:: Stored records ::
^^^^^^^^^^^^^^^^

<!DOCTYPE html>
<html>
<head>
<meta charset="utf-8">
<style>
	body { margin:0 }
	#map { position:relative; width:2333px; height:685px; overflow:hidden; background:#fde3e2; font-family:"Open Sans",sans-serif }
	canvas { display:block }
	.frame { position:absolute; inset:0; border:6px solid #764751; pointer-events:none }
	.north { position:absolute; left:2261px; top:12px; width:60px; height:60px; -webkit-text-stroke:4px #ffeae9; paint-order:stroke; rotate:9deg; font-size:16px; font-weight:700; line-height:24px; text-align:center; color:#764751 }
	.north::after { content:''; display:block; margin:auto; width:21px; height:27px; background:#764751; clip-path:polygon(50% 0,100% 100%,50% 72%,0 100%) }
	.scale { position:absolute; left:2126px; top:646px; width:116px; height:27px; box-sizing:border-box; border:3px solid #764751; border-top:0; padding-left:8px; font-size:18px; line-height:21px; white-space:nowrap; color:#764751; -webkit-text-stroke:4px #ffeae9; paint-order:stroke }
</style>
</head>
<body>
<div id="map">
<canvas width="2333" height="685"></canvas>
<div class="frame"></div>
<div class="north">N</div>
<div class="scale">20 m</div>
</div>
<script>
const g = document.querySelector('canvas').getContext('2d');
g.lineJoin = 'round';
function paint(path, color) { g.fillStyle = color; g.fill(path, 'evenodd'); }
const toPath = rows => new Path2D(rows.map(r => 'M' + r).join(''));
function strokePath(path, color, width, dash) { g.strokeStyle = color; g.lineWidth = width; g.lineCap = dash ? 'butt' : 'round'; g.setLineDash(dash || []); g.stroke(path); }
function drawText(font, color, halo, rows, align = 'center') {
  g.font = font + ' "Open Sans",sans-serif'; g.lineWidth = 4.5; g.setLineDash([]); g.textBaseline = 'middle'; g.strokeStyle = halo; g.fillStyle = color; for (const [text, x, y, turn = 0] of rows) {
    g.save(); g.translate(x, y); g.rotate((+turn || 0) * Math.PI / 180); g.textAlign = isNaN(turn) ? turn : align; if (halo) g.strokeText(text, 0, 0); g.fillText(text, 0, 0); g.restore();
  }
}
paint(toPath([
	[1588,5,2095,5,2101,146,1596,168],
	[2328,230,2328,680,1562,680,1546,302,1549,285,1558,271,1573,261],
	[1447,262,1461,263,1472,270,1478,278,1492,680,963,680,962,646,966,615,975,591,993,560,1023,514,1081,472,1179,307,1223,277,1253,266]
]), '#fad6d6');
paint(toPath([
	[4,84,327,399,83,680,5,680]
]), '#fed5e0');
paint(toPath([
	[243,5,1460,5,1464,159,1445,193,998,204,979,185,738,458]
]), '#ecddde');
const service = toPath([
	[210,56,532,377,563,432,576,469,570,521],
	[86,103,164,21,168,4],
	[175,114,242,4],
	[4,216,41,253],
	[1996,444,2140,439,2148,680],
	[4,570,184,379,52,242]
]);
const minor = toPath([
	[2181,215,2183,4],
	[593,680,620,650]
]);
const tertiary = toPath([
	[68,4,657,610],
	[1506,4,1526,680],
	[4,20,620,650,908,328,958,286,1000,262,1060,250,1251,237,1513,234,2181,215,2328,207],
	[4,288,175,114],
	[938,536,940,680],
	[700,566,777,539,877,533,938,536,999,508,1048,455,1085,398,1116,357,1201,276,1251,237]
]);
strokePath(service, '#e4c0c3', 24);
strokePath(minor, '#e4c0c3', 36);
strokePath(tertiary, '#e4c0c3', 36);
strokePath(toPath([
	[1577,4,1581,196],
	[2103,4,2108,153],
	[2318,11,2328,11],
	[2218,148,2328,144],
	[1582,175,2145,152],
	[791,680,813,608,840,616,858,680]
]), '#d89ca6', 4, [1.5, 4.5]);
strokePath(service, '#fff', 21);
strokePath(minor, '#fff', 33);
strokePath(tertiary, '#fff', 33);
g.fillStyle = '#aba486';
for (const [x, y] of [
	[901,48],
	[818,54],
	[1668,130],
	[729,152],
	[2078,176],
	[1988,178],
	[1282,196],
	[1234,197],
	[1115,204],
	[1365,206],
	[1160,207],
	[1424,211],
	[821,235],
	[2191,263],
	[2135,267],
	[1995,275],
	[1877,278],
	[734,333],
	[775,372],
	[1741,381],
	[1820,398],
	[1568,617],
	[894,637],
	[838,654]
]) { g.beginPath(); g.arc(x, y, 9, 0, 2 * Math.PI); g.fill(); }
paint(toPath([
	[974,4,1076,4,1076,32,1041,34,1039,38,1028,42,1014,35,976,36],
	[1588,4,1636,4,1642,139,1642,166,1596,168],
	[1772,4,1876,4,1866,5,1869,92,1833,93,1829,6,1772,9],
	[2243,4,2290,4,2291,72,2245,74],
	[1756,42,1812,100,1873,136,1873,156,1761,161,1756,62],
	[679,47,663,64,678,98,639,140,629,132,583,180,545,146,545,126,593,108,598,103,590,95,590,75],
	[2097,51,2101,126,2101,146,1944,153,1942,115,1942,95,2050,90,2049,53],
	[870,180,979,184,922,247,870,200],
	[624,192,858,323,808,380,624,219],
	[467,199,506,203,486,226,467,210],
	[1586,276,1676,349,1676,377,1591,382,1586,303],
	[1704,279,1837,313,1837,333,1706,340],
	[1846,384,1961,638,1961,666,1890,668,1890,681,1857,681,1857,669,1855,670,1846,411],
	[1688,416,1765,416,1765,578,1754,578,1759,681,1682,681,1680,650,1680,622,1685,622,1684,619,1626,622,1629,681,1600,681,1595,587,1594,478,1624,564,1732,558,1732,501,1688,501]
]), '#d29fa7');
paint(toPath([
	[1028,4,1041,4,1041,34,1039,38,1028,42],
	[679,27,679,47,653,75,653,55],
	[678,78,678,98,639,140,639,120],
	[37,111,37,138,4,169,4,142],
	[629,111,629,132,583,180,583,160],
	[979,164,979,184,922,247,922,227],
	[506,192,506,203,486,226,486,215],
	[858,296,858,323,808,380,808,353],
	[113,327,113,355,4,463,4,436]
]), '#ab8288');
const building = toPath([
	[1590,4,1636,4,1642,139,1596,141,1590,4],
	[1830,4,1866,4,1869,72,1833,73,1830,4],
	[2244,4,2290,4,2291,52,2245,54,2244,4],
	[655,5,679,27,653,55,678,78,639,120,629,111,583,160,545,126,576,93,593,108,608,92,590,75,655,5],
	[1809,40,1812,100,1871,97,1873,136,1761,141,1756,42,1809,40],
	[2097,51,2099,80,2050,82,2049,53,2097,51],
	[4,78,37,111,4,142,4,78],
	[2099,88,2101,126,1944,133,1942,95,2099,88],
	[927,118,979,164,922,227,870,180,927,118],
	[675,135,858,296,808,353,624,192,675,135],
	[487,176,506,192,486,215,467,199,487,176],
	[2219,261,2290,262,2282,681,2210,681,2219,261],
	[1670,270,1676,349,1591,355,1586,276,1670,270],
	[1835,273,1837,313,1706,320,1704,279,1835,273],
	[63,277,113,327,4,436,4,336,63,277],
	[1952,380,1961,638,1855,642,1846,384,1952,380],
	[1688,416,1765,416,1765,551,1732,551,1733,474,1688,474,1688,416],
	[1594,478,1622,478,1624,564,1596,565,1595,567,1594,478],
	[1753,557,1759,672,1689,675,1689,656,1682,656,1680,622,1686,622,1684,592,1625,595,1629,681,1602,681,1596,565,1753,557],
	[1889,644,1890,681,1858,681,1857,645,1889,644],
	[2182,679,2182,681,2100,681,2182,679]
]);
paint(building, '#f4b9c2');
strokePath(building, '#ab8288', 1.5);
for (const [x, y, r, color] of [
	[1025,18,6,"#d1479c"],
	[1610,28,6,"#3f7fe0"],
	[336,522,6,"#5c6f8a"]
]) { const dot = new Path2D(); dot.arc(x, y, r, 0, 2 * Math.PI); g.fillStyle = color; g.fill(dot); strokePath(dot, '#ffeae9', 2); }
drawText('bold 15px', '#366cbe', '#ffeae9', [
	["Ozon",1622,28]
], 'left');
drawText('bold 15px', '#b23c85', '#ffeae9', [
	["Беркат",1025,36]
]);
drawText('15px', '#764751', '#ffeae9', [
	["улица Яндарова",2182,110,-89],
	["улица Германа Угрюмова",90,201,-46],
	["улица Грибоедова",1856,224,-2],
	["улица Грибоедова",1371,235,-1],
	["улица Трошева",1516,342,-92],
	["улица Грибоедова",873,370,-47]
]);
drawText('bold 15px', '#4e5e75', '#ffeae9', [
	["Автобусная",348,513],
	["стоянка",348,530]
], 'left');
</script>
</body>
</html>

^^^^^^^^^^^^^^^^

:: WORK INSTRUCTIONS ::
Check the data above line by line for the word "strokeStyle". State only how many lines contain it.

:: SOLUTION TO THIS EXERCISE ::
2